The post-COVID-19 environment appears ripe for FCA activity. The $2 trillion Coronavirus Aid, Relief, and Economic Security Act (the “CARES Act”) has already increased the number of requests for payment or reimbursement from the government, often with requestors having certified compliance with regulations or other “strings” attached to the receipt of government funds. Additionally, the large number of laid-off or furloughed workers provides a large pool of potential whistleblowers to bring claims under the FCA or other statutes.

Two recent developments in FCA practice may prove significant in the coming months: the development of the “materiality” standard following the Supreme Court’s 2016 decision in Universal Health Services, Inc. v. U.S. ex rel.
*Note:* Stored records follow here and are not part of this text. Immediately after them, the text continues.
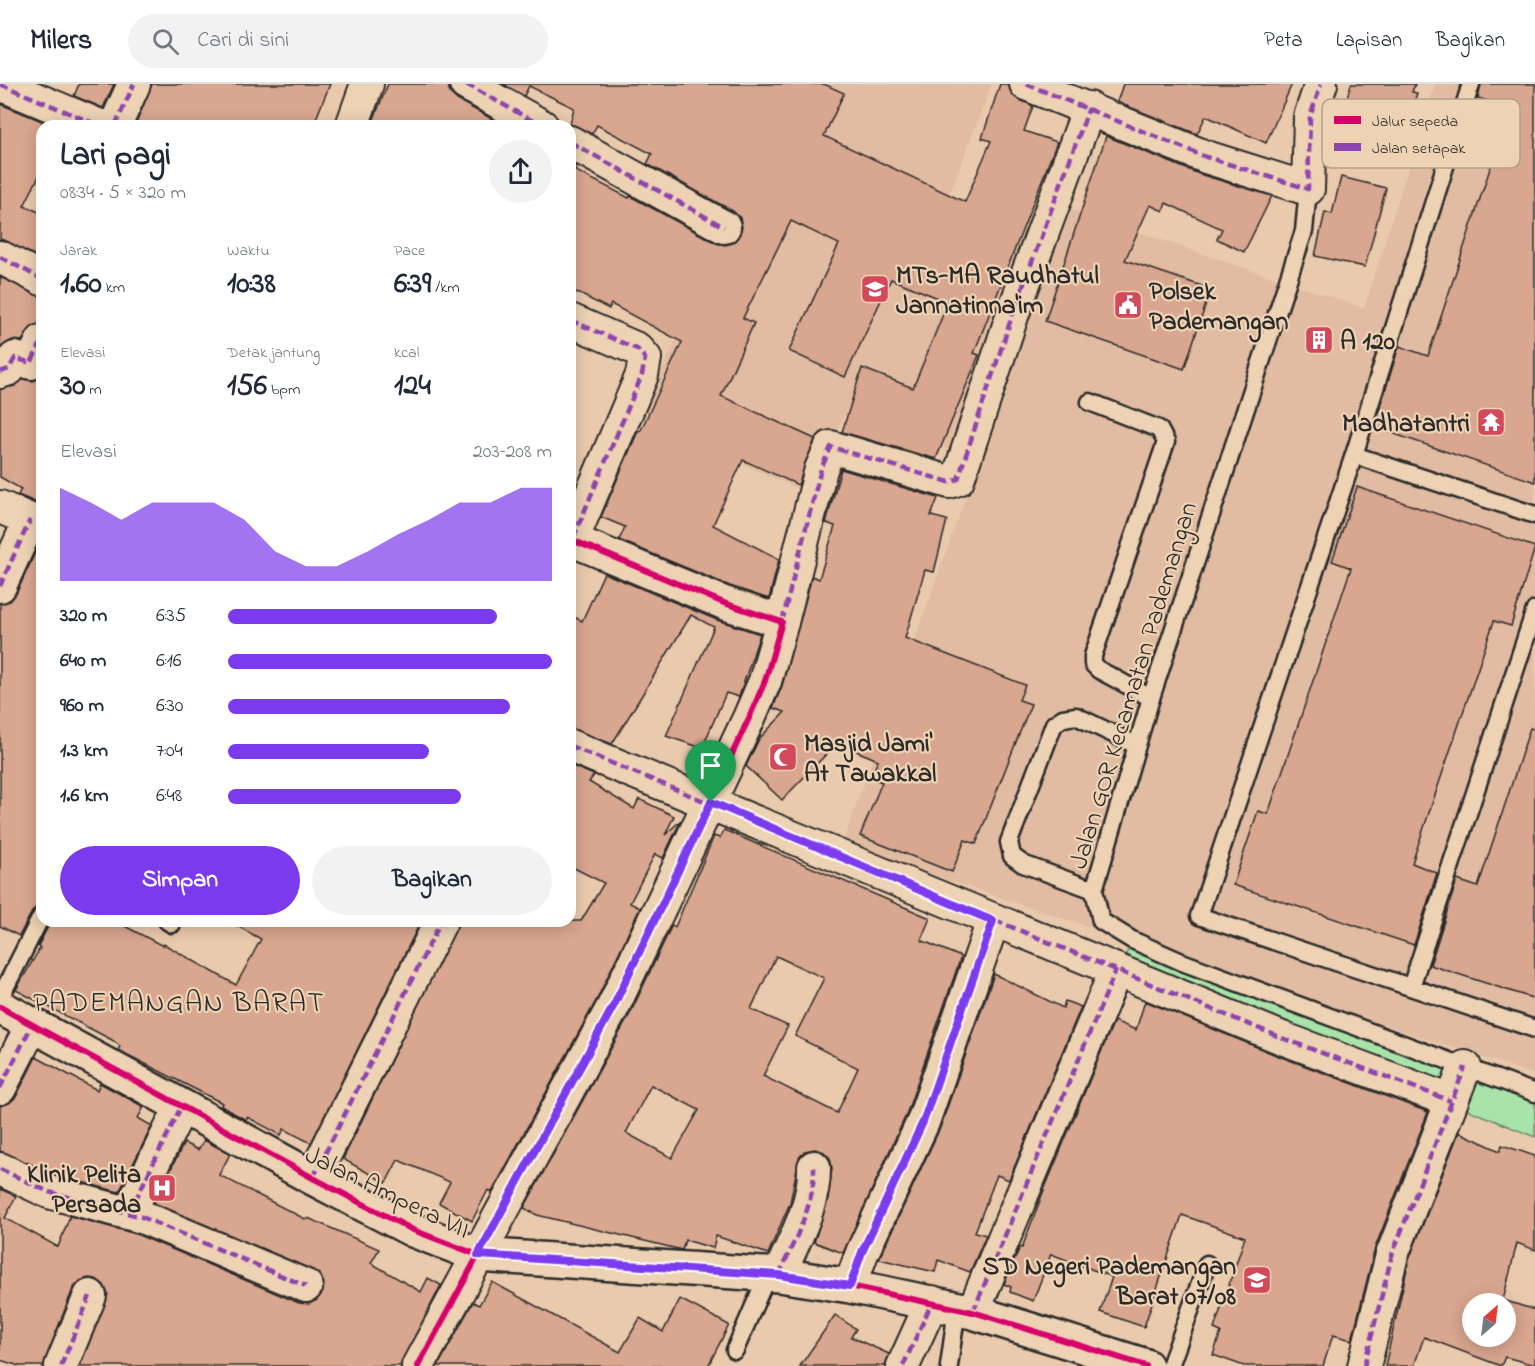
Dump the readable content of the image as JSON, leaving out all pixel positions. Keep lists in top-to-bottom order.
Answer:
{
  "streets": {
    "street": ["Jalan Ampera VII"],
    "lane": ["Jalan GOR Kecamatan Pademangan"]
  },
  "districts": ["PADEMANGAN BARAT"],
  "places": {
    "school or university": ["MTs-MA Raudhatul Jannatinna'im", "SD Negeri Pademangan Barat 07/08"],
    "public building": ["Polsek Pademangan"],
    "building": ["A 120"],
    "temple": ["Madhatantri"],
    "mosque": ["Masjid Jami' At Tawakkal"],
    "hospital": ["Klinik Pelita Persada"]
  },
  "legend": ["Jalur sepeda", "Jalan setapak"],
  "north": "top right",
  "page": {
    "header": "Milers",
    "search": "Cari di sini",
    "nav": ["Peta", "Lapisan", "Bagikan"],
    "heading": ["Lari pagi", "08:34 · 5 × 320 m"],
    "stats": [
      ["Jarak", "1.60 km"],
      ["Waktu", "10:38"],
      ["Pace", "6:39 /km"],
      ["Elevasi", "30 m"],
      ["Detak jantung", "156 bpm"],
      ["kcal", "124"]
    ],
    "chart": ["Elevasi", "203–208 m"],
    "list": [
      {
        "name": "320 m",
        "note": "6:35"
      },
      {
        "name": "640 m",
        "note": "6:16"
      },
      {
        "name": "960 m",
        "note": "6:30"
      },
      {
        "name": "1.3 km",
        "note": "7:04"
      },
      {
        "name": "1.6 km",
        "note": "6:48"
      }
    ],
    "buttons": ["Simpan", "Bagikan"]
  }
}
Escobar and guidance from the DOJ as to what types of agency guidance the Department can use to show a claim was knowingly false. 

FCA Basics

Although there are a number of different potential theories of FCA liability, at its core, the statute imposes civil liability for making a material “false claim” for payment to the federal government.[2]

FCA claims can be brought by the DOJ or by a whistleblower (also known as a “relator”).[3] When initiated by a whistleblower, the complaint is initially served on the government but sealed from the defendant for a minimum of 60-days as the DOJ investigates and decides whether it will “intervene” to take the action over from the relator.[4]  Where the DOJ declines to intervene, relators can continue to pursue the case solo entitling them to a greater portion of the treble damages permitted by the statute if successful.[5] The DOJ can also seek dismissal of the whistleblower’s case.[6]

Post-Escobar materiality developments

In Escobar, two parents claimed that the mental health facility where their daughter had received treatment violated the FCA by submitting Medicaid payment requests, even though certain practitioners at the facility were not properly licensed. The parents’ theory was that each time the facility made a payment request, it was impliedly certifying its compliance with all conditions of payment—particularly that medical providers were licensed and supervised.[7]  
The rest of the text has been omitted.